Psyschology Study on Drinking
In response to the need for research that incorporates multiple aspects of theory into a testable
framework, this study attempted to replicate and extend the results of Cooper, Russell, Skinner, Frone,
and Mudar (1992). A modified stressor vulnerability model of stress-related drinking was tested in a
homogeneous sample of 65 male and female undergraduate student drinkers. Total weekly consumption of
alcohol was used as the criterion measure, whereas family history of alcoholism (Adapted SMAST: Sher &
Descutner, 1986), alcohol outcome expectancies/valences (CEOA: Fromme, Stroot, & Kaplan, 1993),
perceived stress (PSS: Cohen, Kamarck, & Mermelstein, 1983), and coping dispositions (COPE: Carver,
Scheier, & Weintraub, 1989) were used as the predictor variables. The proposed modified model postulates
that expectancies play a proximal mediating role in stress-related drinking, whereas gender, family history
of alcoholism, and coping all play a distal moderating role. Hierarchical multiple regression procedures were
then performed to evaluate the model. The results failed to support the hypothesized model. Specifically,
expectancies emerged as a distal rather than proximal predictor of stress-related drinking, and family history
of alcoholism did not moderate stress-related drinking. In contrast, gender and coping styles emerged as the
most powerful predictors in the model. Despite the shortcomings of the proposed model, the present results
offer an alternative interpretation as to what constitutes the stressor vulnerability model of stress-related
Stress as a Causal Factor in Drinking
One of the common stereotypes about the effects of alcohol involves the drug’s capacity to act as a
stress antagonist.
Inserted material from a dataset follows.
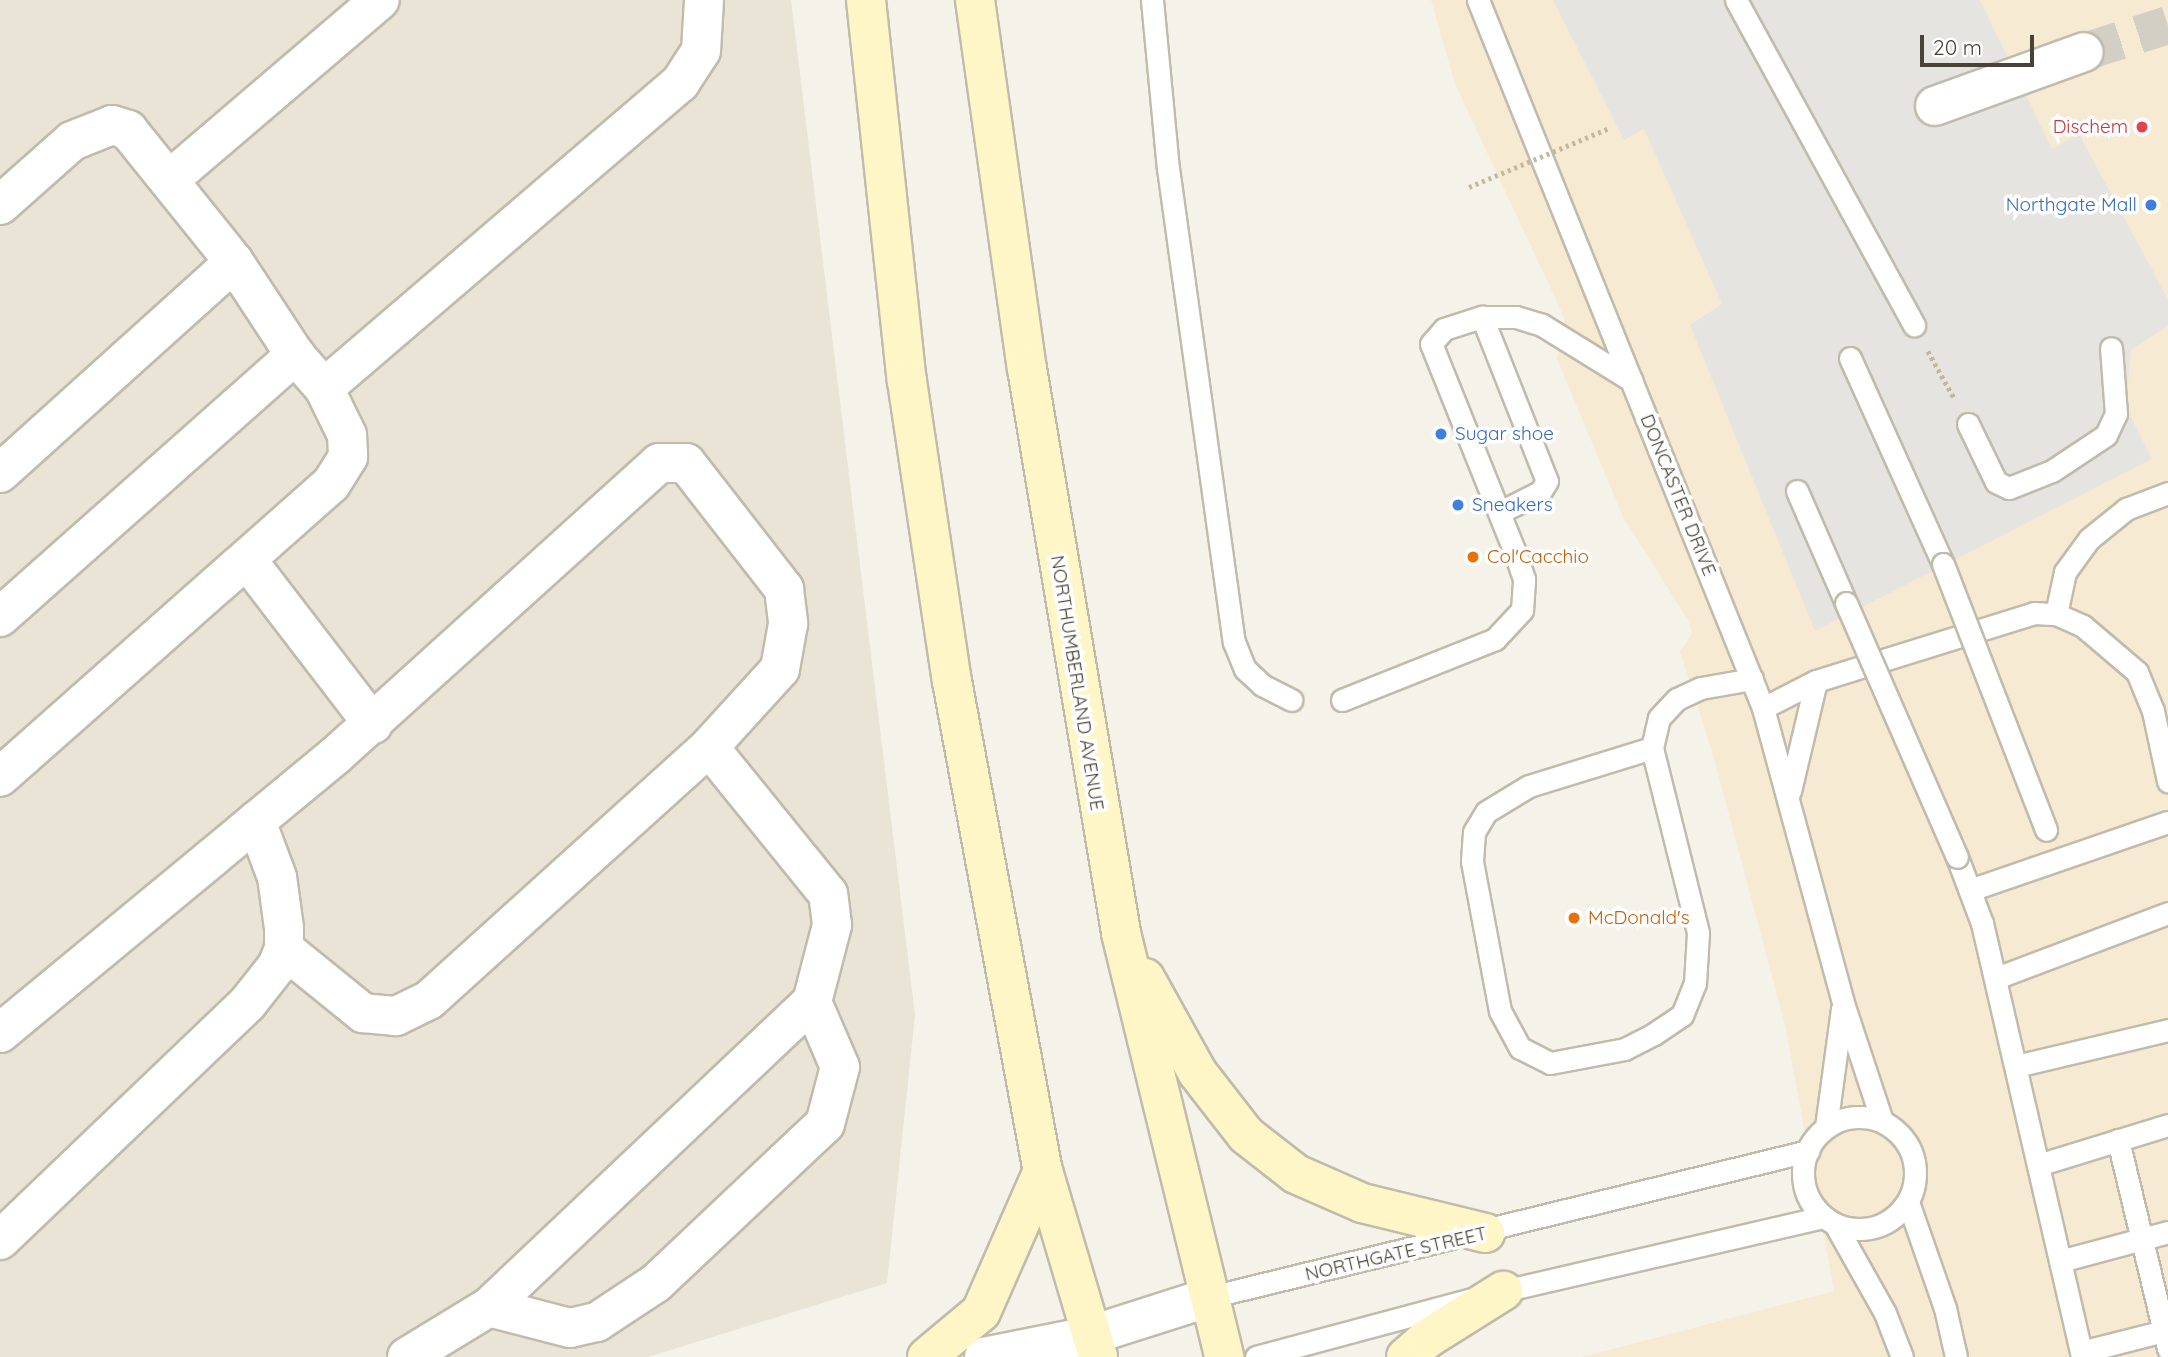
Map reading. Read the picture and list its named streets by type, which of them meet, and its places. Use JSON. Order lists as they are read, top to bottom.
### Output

Conger (1956) has proposed a theory, known as the tension reduction hypothesis (TRH)
of drinking, to support this notion. Essentially the theory holds that alcohol’s sedative action on the
central nervous system serves to reduce tension, and because tension reduction is reinforcing, people drink
to escape it (Marlatt & Rohsenow, 1980). Strong evidence to support the validity of the theory comes
from epidemiological findings which indicate that the prevalence of anxiety disorders in alcoholics ranges
from 16 to 37%, compared to a rate of only 4-5% in the general population (Welte, 1985).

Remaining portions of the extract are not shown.